Copy exactly the lines from the first line of the records below through the line containing "What data does", including both, and nothing else.

**Provided records**

*** Begin section ***

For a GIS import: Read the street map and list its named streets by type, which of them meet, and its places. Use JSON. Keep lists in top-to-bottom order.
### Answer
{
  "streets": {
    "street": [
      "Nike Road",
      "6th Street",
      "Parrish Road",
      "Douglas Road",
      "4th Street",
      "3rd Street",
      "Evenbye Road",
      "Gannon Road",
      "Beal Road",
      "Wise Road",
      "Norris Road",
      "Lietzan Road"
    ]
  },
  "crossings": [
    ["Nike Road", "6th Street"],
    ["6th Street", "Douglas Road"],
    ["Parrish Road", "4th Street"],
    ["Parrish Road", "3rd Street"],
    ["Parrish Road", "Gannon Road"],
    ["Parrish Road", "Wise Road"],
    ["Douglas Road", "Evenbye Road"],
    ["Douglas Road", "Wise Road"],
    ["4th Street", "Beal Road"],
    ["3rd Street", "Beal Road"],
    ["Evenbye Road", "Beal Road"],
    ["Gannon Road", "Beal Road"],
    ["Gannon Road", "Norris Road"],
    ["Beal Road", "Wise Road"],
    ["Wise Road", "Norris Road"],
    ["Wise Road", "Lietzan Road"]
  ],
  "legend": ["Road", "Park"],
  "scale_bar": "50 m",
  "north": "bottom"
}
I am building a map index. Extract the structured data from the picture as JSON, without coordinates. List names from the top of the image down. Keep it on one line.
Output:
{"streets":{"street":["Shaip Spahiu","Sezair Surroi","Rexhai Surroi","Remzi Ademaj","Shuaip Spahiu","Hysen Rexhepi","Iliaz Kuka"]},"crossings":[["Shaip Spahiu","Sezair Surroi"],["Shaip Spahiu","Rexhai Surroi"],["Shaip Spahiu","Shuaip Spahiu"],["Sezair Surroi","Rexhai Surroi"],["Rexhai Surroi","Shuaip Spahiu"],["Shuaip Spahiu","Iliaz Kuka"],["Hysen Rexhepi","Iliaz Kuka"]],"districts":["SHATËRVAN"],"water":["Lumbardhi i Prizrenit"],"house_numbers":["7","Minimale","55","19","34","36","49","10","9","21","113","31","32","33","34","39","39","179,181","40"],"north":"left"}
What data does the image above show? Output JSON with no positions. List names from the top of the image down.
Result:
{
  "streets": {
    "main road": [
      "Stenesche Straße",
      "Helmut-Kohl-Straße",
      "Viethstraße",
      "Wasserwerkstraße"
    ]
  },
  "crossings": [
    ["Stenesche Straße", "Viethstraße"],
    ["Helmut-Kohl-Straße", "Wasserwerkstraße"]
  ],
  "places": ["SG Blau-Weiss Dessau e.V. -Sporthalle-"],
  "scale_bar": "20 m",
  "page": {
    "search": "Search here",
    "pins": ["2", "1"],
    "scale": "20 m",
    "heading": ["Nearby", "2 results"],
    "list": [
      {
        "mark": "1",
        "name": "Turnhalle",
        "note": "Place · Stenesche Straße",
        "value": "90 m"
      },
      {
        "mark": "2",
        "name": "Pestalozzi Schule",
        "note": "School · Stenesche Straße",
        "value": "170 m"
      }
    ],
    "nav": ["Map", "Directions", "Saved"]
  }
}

*** End section ***

**Answer to this exercise**
For a GIS import: Read the street map and list its named streets by type, which of them meet, and its places. Use JSON. Keep lists in top-to-bottom order.
### Answer
{
  "streets": {
    "street": [
      "Nike Road",
      "6th Street",
      "Parrish Road",
      "Douglas Road",
      "4th Street",
      "3rd Street",
      "Evenbye Road",
      "Gannon Road",
      "Beal Road",
      "Wise Road",
      "Norris Road",
      "Lietzan Road"
    ]
  },
  "crossings": [
    ["Nike Road", "6th Street"],
    ["6th Street", "Douglas Road"],
    ["Parrish Road", "4th Street"],
    ["Parrish Road", "3rd Street"],
    ["Parrish Road", "Gannon Road"],
    ["Parrish Road", "Wise Road"],
    ["Douglas Road", "Evenbye Road"],
    ["Douglas Road", "Wise Road"],
    ["4th Street", "Beal Road"],
    ["3rd Street", "Beal Road"],
    ["Evenbye Road", "Beal Road"],
    ["Gannon Road", "Beal Road"],
    ["Gannon Road", "Norris Road"],
    ["Beal Road", "Wise Road"],
    ["Wise Road", "Norris Road"],
    ["Wise Road", "Lietzan Road"]
  ],
  "legend": ["Road", "Park"],
  "scale_bar": "50 m",
  "north": "bottom"
}
I am building a map index. Extract the structured data from the picture as JSON, without coordinates. List names from the top of the image down. Keep it on one line.
Output:
{"streets":{"street":["Shaip Spahiu","Sezair Surroi","Rexhai Surroi","Remzi Ademaj","Shuaip Spahiu","Hysen Rexhepi","Iliaz Kuka"]},"crossings":[["Shaip Spahiu","Sezair Surroi"],["Shaip Spahiu","Rexhai Surroi"],["Shaip Spahiu","Shuaip Spahiu"],["Sezair Surroi","Rexhai Surroi"],["Rexhai Surroi","Shuaip Spahiu"],["Shuaip Spahiu","Iliaz Kuka"],["Hysen Rexhepi","Iliaz Kuka"]],"districts":["SHATËRVAN"],"water":["Lumbardhi i Prizrenit"],"house_numbers":["7","Minimale","55","19","34","36","49","10","9","21","113","31","32","33","34","39","39","179,181","40"],"north":"left"}
What data does the image above show? Output JSON with no positions. List names from the top of the image down.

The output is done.